As mudanças que estamos percebendo agora são resultado de processo e movimentos anteriores. “A gente espera que tudo seja revolucionado imediatamente. Olhamos hoje para o movimento hippie e pensamos que foi gigante e mudou o mundo. Mas foi minúsculo. Feito por um pequeno grupo de burgueses, mas muito bem midiatizado. E tudo o que parecia absurdamente transgressor na época, como ioga, o movimento oriental de meditação, a legalização da Cannabis, o tie-dye (que, aliás, virou obsessão na quarentena), levou um tempo para ser incorporado na sociedade.

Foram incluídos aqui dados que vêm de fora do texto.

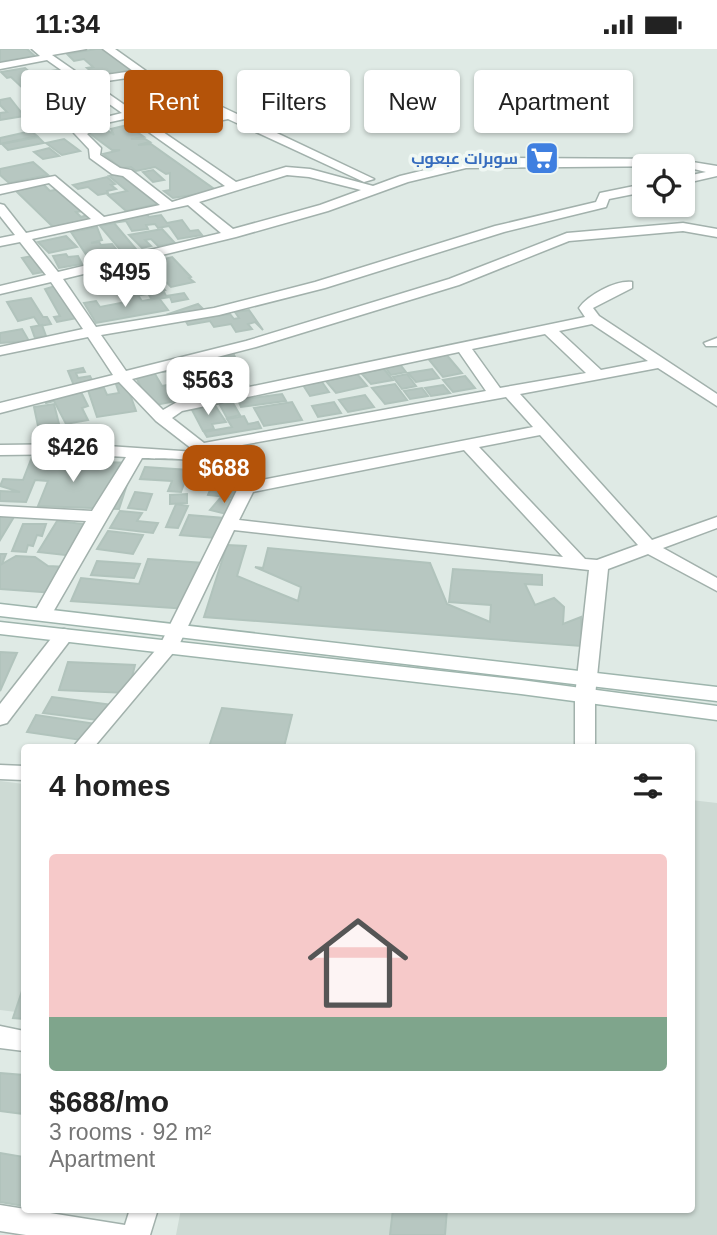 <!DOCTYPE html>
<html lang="en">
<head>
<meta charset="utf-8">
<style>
  body { margin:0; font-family:Arial,Cairo,sans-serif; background:#f6f6f6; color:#222; height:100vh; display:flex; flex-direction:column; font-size:26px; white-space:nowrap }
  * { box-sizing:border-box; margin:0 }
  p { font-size:23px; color:#767676 }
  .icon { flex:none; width:38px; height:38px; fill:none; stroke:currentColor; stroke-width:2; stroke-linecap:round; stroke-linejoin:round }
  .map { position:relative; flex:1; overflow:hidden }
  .side { position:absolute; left:21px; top:695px; width:674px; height:469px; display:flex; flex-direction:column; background:#fff; border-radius:7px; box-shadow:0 2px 5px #0004 }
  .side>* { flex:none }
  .top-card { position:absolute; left:21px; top:21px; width:676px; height:63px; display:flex; gap:14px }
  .tools { position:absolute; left:632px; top:105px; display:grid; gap:14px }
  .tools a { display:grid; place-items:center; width:63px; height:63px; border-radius:7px; background:#fff; box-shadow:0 2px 5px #0004; font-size:35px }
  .price { position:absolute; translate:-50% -60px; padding:0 16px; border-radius:14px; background:#fff; color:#222; font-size:23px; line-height:46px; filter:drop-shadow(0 2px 4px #0008) }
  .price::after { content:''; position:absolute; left:50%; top:42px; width:21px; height:16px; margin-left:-10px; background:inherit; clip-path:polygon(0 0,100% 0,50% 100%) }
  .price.on { background:#b45309; color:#fff }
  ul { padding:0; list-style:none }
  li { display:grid; align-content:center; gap:14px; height:371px; padding:0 28px }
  li span { display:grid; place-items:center; height:217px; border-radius:7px; color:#555 }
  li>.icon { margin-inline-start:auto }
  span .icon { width:126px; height:126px; fill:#fffc; stroke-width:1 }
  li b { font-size:30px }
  h2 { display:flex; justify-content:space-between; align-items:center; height:84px; padding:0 28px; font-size:30px }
  .pill { padding:0 24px; border-radius:7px; background:#fff; box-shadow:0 2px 5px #0004; font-size:24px; line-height:63px }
  .pill.on { background:#b45309; color:#fff }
  .status { display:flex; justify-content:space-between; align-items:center; height:49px; padding:0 35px; background:#fff; direction:ltr }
  .status svg { height:19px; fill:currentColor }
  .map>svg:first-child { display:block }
  .built { fill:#cddad4 }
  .building { fill:#b7c7c1; stroke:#b1c3bc; stroke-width:2 }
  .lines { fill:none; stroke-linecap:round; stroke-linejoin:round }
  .minor-casing { stroke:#a2b1ac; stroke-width:3 }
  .secondary-casing { stroke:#9eb5ad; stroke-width:3 }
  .minor { fill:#fff; fill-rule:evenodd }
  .secondary { fill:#fff; fill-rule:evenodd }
  .labels { text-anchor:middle; stroke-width:7; stroke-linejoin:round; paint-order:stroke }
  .far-shop-label { font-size:16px; font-weight:bold; fill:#366cbe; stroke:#eff7f3; text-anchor:end }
</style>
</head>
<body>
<div class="status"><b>11:34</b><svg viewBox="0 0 49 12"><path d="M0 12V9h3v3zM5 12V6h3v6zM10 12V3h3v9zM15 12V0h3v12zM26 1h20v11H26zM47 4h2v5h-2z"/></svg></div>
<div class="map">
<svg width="717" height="1186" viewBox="0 0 717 1186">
  <rect width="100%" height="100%" fill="#dfeae5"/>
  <!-- built -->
  <g class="built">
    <path d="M0 732 24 735V964L0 961Z"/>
    <path d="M691 751 717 754V1186H176L181 1160H691Z"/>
  </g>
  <!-- building -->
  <g class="building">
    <path d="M0 0H27L35 7 0 13Z"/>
    <path d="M96 0H110L135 23 99 29 87 19 93 18 84 10 74 12 67 5Z"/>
    <path d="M25 19 32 25 57 21 74 37 29 45 11 28 7 29 1 23Z"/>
    <path d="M161 36 166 41 143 45 138 40Z"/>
    <path d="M151 44 157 49 131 53 126 49Z"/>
    <path d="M10 49 24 67 0 71V64L7 63 0 56V51Z"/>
    <path d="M182 56 189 62 151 69 145 63Z"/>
    <path d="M127 76 144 88 131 90H145L150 93 138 96 151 95 217 142 173 149 164 142 170 141V124L166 125 155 118 136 122 131 118 121 119 103 105 120 101H112L89 84 106 80 114 86 111 80Z"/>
    <path d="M31 82 37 87 0 95V89Z"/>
    <path d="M38 88 44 94 8 101 2 95Z"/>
    <path d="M64 90 80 102 62 106 46 94Z"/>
    <path d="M49 99 59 107 43 110 34 103Z"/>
    <path d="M33 113 48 126 9 134 0 126V120Z"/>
    <path d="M153 121 164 131 153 133 143 123Z"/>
    <path d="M130 123 166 153 126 162 108 146 127 142 109 127Z"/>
    <path d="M107 128 115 135 111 136 116 140 107 142 108 144 98 146 88 138 78 140 73 136Z"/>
    <path d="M42 134 50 142 59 140 83 162 76 163 81 168 91 165 97 171 55 180 14 140Z"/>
    <path d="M145 162 149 168 161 166 167 174 182 171 190 182 198 181 202 186 178 190 169 177 158 179 155 175 146 176 148 180 132 182 126 172 113 174 109 168Z"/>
    <path d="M114 174 136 200 122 203 100 177Z"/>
    <path d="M97 178 102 191 91 194 99 193 101 196 112 195 120 205 89 210 71 183Z"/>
    <path d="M162 180 175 194 158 197 151 190 145 191 151 197 142 199 129 186Z"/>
    <path d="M66 187 77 198 49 204 38 193Z"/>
    <path d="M43 205 54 221 33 225 22 209Z"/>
    <path d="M66 205 68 208 78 207 82 215 59 219 53 207Z"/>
    <path d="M172 208 191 228 189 229 194 233 171 238 148 214Z"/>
    <path d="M118 223 123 230 132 228 141 239 160 235 165 241 137 247 123 230 112 232 107 226Z"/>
    <path d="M62 235 64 239 69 238 87 267 57 273 54 268 60 267 45 240Z"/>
    <path d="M164 243 166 247 184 244 188 250 172 253 170 248 152 251 149 246Z"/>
    <path d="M137 245 142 252 159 249 168 261 96 274 84 254 96 252 100 258 126 253 122 248Z"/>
    <path d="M31 249 43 268H47L51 275 40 277 34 268 18 272 7 253Z"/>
    <path d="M198 255 205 262 173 269 168 265Z"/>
    <path d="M249 261 263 281 255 273 248 275 252 280 236 283 231 275 214 278 210 272 188 276 185 271 230 265 234 270 239 269 235 263Z"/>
    <path d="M42 276 46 287 35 289 31 278Z"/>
    <path d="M22 280 29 292 0 294V284Z"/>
    <path d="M445 304 462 324 443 328 426 307Z"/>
    <path d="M234 306 244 328 241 329 239 324 231 325 234 333 246 331 251 340 203 347 201 341 219 339 218 335 230 333 220 308Z"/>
    <path d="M215 313 220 325 202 327 197 315Z"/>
    <path d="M399 314 406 323 391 326 384 317Z"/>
    <path d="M188 318 200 338 193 339 198 348 150 357 136 328 155 325 162 337 178 334 171 322 160 323Z"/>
    <path d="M83 319 85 323 76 324 78 329 90 327 94 335 75 339 68 322Z"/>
    <path d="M384 320 393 331 371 335 361 324Z"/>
    <path d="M432 320 439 329 416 333 408 324Z"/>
    <path d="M357 325 367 337 336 344 326 332Z"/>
    <path d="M407 325 416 337 402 340 393 328Z"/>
    <path d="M465 327 475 339 453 343 443 331Z"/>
    <path d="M322 333 329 343 310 347 303 336Z"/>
    <path d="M126 334 136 362 97 368 88 341 104 339 107 346 119 344 116 335Z"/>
    <path d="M395 335 407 351 385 355 372 339Z"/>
    <path d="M443 336 450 344 431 347 425 339Z"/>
    <path d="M422 339 428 347 410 350 404 342Z"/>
    <path d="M81 343 88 357 82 359 88 371 66 375 54 352 46 354 44 350Z"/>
    <path d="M282 345 286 352 241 358 238 351Z"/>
    <path d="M365 346 374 358 348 363 339 351Z"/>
    <path d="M292 353 302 371 264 377 254 359Z"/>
    <path d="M334 353 341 364 318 368 312 357Z"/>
    <path d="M233 354 240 366 227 369 220 356Z"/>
    <path d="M54 355 59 375 38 377 34 358Z"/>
    <path d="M214 355 226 373 212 375 214 380 203 382 192 361Z"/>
    <path d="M244 367 248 375 258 373 261 379 207 388 204 383 232 378 227 370Z"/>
    <path d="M32 408 63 417 65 412 134 414 119 460 38 457 48 432 35 431 26 453 0 452V442L20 443 0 437 3 430 23 431Z"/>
    <path d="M145 418 189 421 181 443 168 442 172 432 140 430Z"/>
    <path d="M194 421 246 427 236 449 208 446 213 434 188 431Z"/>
    <path d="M135 443 152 445 146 461 128 459Z"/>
    <path d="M187 445V454L170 455V446Z"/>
    <path d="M221 448 237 452 226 465 210 461Z"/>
    <path d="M176 455 188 457 178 479 166 478Z"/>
    <path d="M120 462 142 464 137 472 158 474 153 484 110 479Z"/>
    <path d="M189 466 224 469 216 489 180 486Z"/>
    <path d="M0 467 14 468 0 491Z"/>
    <path d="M57 472 92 476 74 507 38 503Z"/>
    <path d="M23 475H46L42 487 37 486 33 497 28 496 26 503 12 502Z"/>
    <path d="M108 482 143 486 133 505 97 500Z"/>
    <path d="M227 496 246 497 237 527 298 552 301 538 255 518 263 519 268 499 430 514 447 555 490 573 491 556 449 553 453 520 542 526V536L525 535 535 556 554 549 564 558 563 575 581 568V597L204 568Z"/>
    <path d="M0 505H6L2 515 16 507 35 508 48 517 66 518 55 544 0 540Z"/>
    <path d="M148 510 204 514 188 560 71 552 81 529 139 535Z"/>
    <path d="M97 512 140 515 134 529 91 526Z"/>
    <path d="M0 603 17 604 0 642Z"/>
    <path d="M68 613 135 616 128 644 59 641Z"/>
    <path d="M52 648 113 656 105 672 43 664Z"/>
    <path d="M222 659 292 666 284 698H209Z"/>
    <path d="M36 666 96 675 88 692 27 683Z"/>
    <path d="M22 942H24V970L13 969Z"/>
    <path d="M0 1024 24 1026V1065L0 1062Z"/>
    <path d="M0 1104 24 1108V1157L0 1153Z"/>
    <path d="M393 1160H447L445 1186H390Z"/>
  </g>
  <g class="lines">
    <!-- minor casing -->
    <g class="minor-casing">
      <g id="minor">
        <path d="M32 0H86L52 6 85 29 133 22 103 0H115L146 22 374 130 364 133 228 70 163 83 236 133 286 118 310 120 373 137 400 127 466 111 507 109 674 110 717 117V127L682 135V128L706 123 682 117 466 119 408 133 328 162 236 188 63 230 96 278 214 259 315 233 495 177 596 153 600 144 644 135V143L609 150 606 158 504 183 325 239 219 266 101 286 126 322 246 292 449 230 567 184 683 174 717 180V188L683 182 569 192 459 236 256 298 132 330 163 361 177 353 585 268 579 259C588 246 616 231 632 233V239L593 259 599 267 717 345V357L658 319 520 345 652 491 717 468V479L663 499 717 529V542L648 505 608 520 595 647V698H575V647L589 521 234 481 178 598 94 698H73L160 596 238 439C223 404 174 411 142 409L49 570H35L33 566 86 472 0 467V457L92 462 126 408 78 405 0 406V396L78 395 196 403 156 372 119 333 0 364V354L113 326 88 288 0 306V298L83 280 51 233 0 245V237L46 226 20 193 0 197V189L15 186 0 167V155L4 156 26 184 91 170 49 134 0 145V137L55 127 104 168 160 156 123 127 112 125 90 109 89 100 74 84 98 70 122 64 47 11 0 20V14L40 7ZM141 27 218 65 155 77 93 34ZM129 69 225 137 172 153 131 121 120 119 100 106 101 99 87 85 106 74ZM287 126 309 128 361 141 320 156 233 180 199 153ZM188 156 221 184 58 223 32 190ZM592 275 648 312 601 321 559 282ZM545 285 586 324 500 339 472 300ZM459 303 486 342 204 394 172 369 182 362ZM506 348 533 378 252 433 246 421 214 401ZM540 386 638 496 597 511 585 510 479 398ZM464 401 563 508 239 471 253 443Z"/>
        <path d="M717 289V297H706L704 294Z"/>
        <path d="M64 580 71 582 74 586 71 590 7 674 0 676V655L57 582Z"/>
        <path d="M0 716 24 717V731L0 730Z"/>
        <path d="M0 977 24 982V1002L0 999Z"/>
        <path d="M0 1156 125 1176 130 1160H158L150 1186H26L0 1182Z"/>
      </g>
    </g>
    <!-- secondary casing -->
    <g class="secondary-casing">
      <g id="secondary">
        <path d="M0 555 717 638V652L0 567Z"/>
        <path d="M0 573 521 631 717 657V671L521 645 0 585Z"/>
      </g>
    </g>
    <!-- minor -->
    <use href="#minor" class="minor"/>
    <!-- secondary -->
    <use href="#secondary" class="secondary"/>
  </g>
  <!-- icons -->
  <defs>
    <g id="supermarket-square" transform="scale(1.75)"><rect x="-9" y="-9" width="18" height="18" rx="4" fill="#3f7fe0" stroke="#eff7f3"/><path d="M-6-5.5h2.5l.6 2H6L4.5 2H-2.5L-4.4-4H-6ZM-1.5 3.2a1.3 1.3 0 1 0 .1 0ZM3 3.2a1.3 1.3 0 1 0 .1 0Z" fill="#fff"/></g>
  </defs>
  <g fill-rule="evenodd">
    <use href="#supermarket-square" x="542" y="109"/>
  </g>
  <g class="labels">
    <!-- far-shop labels -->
    <g class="far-shop-label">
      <text x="518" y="115">سوبرات عبعوب</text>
    </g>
  </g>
</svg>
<div class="tools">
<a><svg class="icon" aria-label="locate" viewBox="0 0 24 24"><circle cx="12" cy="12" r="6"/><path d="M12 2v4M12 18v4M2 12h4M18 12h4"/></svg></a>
</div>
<b class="price" style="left:125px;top:260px">$495</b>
<b class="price" style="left:208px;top:368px">$563</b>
<b class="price" style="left:73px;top:435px">$426</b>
<b class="price on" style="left:224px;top:456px">$688</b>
<div class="top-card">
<a class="pill">Buy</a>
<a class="pill on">Rent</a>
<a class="pill">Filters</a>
<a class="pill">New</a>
<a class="pill">Apartment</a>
</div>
<section class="side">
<h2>4 homes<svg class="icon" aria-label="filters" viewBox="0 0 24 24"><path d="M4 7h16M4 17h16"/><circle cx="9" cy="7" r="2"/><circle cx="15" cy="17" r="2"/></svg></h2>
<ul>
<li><span style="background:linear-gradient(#f6c9c9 75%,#7fa58c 0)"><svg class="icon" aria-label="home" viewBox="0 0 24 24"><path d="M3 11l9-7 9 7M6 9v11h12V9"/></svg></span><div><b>$688/mo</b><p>3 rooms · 92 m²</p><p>Apartment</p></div></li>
</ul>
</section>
</div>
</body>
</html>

Porque as pessoas mais velhas que viveram essa época nem percebiam o que estava acontecendo. Existe uma expectativa de que a mudança aconteça de uma forma muito repentina, forte, como se fosse uma grande revolução. Mas vamos ver novos comportamentos em pequenos grupos, os trendsetters, os early adopters. São eles que vão sair de casa com esse perfil diferente primeiro e vão começar a disseminar uma mudança mais geral de comportamento”, conclui Iza.
Ainda que sob a lente histórica, o cenário da pandemia, inédito, está acelerando comportamentos. “No WGSN, vimos muitas das tendências que previmos para 2022 serem aceleradas. Por exemplo: o uso de tecnologia para diagnosticar, analisar e prescrever tratamentos para pele e cabelo. Destacamos produtos no início do ano e eles já estão se tornando populares à medida que os consumidores ainda não estão à vontade para visitar clínicas de estética ou dermatologistas”, afirma Jenni.
O grande movimento dessa nova realidade que estamos tentando desvendar talvez seja o do autocuidado que, por instinto de preservação da espécie, priorizamos durante o isolamento social. “O que estamos percebendo agora é a necessidade de cuidar do próximo, da autoestima do próximo, se preocupar que o outro esteja feliz, não machucá-lo. E, a partir dessas reflexões, dessas noções de pluralidade, devemos chegar, de maneira mais genuína do que agora, a noções de beleza e estética mais plurais, mais democráticas, para que todos se sintam parte do mesmo mundo.” Oxalá.